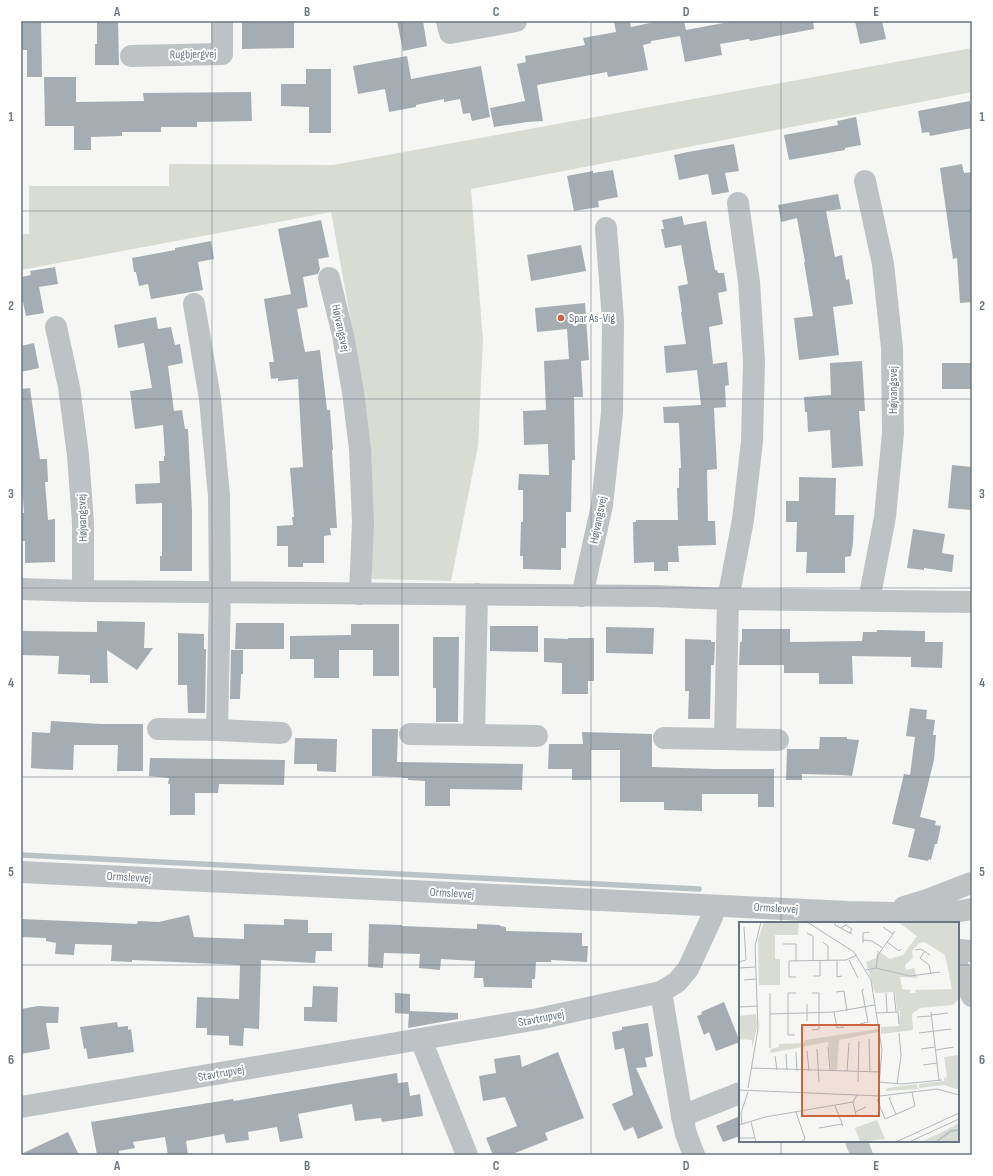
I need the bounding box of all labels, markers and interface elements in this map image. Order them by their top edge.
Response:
text: A [113,4,121,20]
text: B [304,4,310,20]
text: C [493,4,500,20]
text: D [683,4,690,20]
text: E [873,4,879,20]
street label: Rugbjergvej [170,47,216,62]
text: 1 [8,109,14,125]
text: 1 [979,109,985,125]
text: 2 [8,298,14,314]
text: 2 [979,298,985,314]
street label: Højvangsvej [328,303,353,353]
place label: Spar As-Vig [569,311,615,326]
marker: Spar As-Vig [556,313,566,323]
street label: Højvangsvej [886,366,901,414]
text: 3 [8,486,14,502]
text: 3 [979,486,985,502]
street label: Højvangsvej [74,494,91,542]
street label: Højvangsvej [587,495,610,545]
text: 4 [8,675,14,691]
text: 4 [979,675,985,691]
text: 5 [8,864,14,880]
text: 5 [979,864,985,880]
street label: Ormslevvej [106,869,152,886]
street label: Ormslevvej [429,885,475,902]
street label: Ormslevvej [753,900,799,917]
inset map [739,922,959,1142]
street label: Stavtrupvej [517,1007,565,1030]
text: 6 [8,1052,14,1068]
text: 6 [979,1052,985,1068]
street label: Stavtrupvej [197,1062,245,1085]
text: A [113,1158,121,1174]
text: B [304,1158,310,1174]
text: C [493,1158,500,1174]
text: D [683,1158,690,1174]
text: E [873,1158,879,1174]

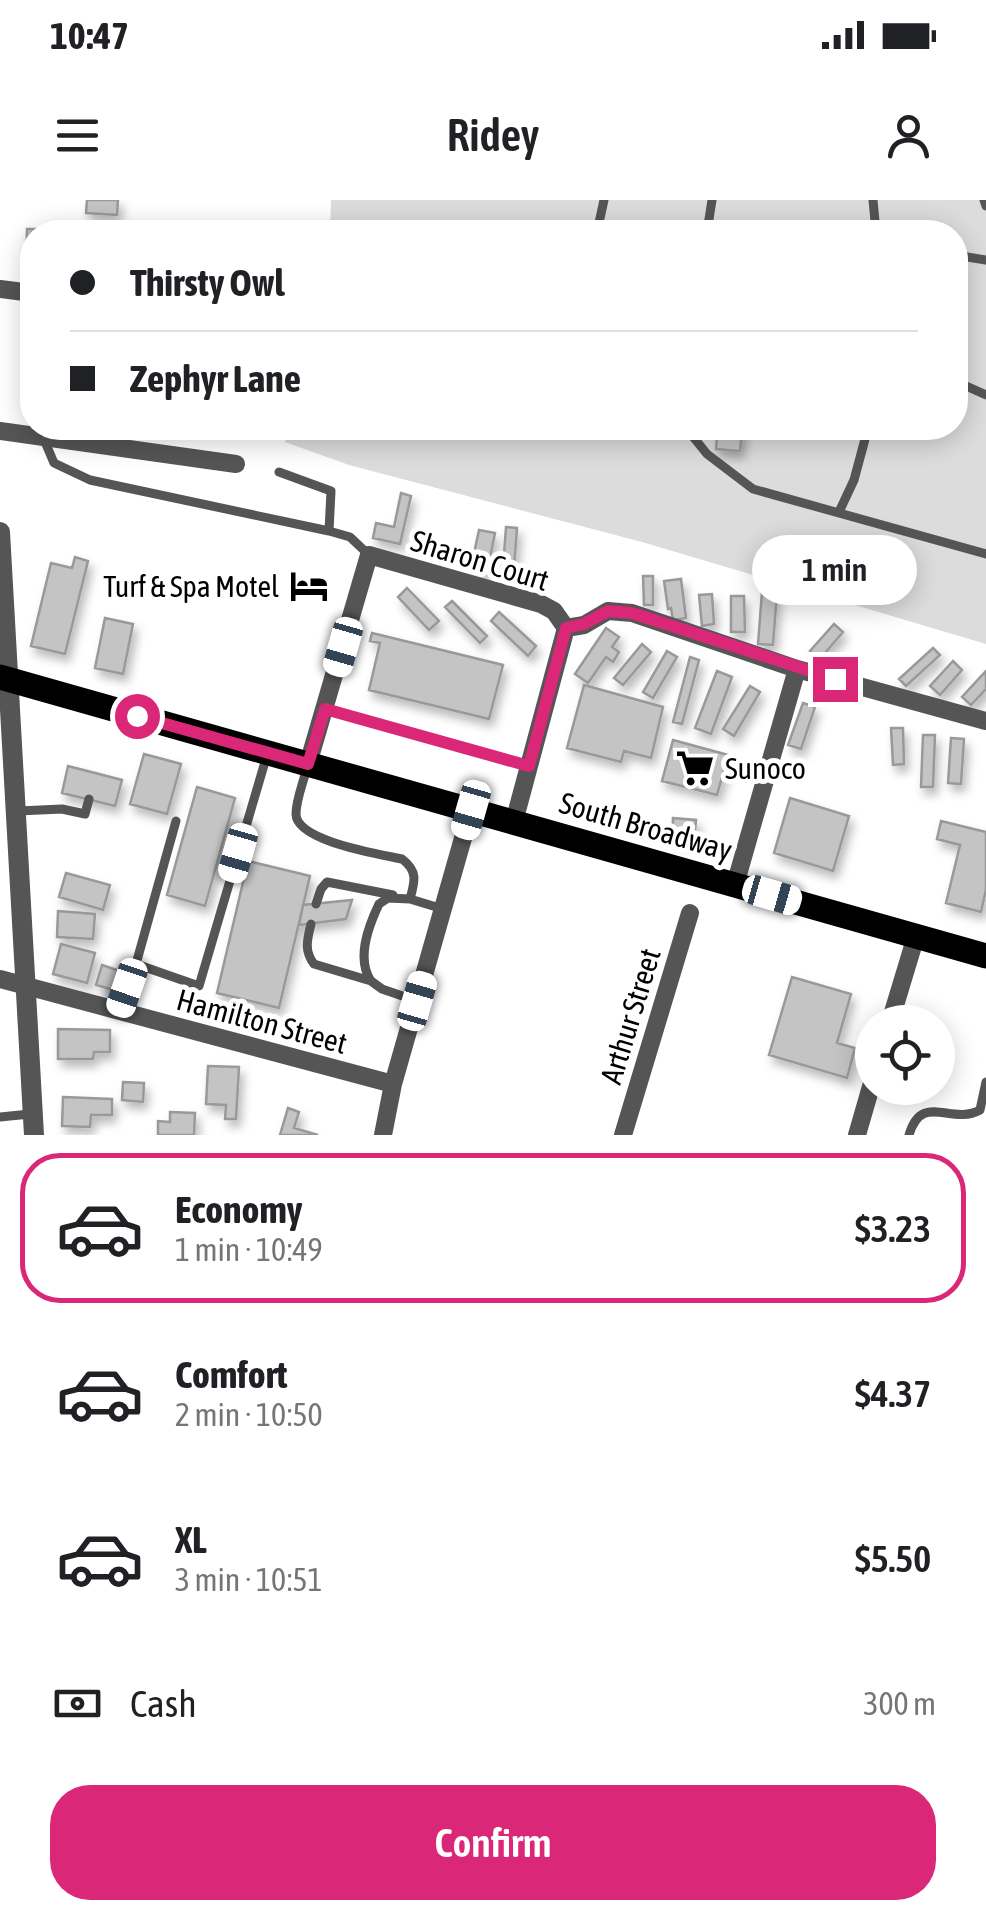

——

Go through the records. Copy each line where "Spar" appears.

### WRITTEN RESPONSE
place label: Spar As-Vig [569,311,615,326]
marker: Spar As-Vig [556,313,566,323]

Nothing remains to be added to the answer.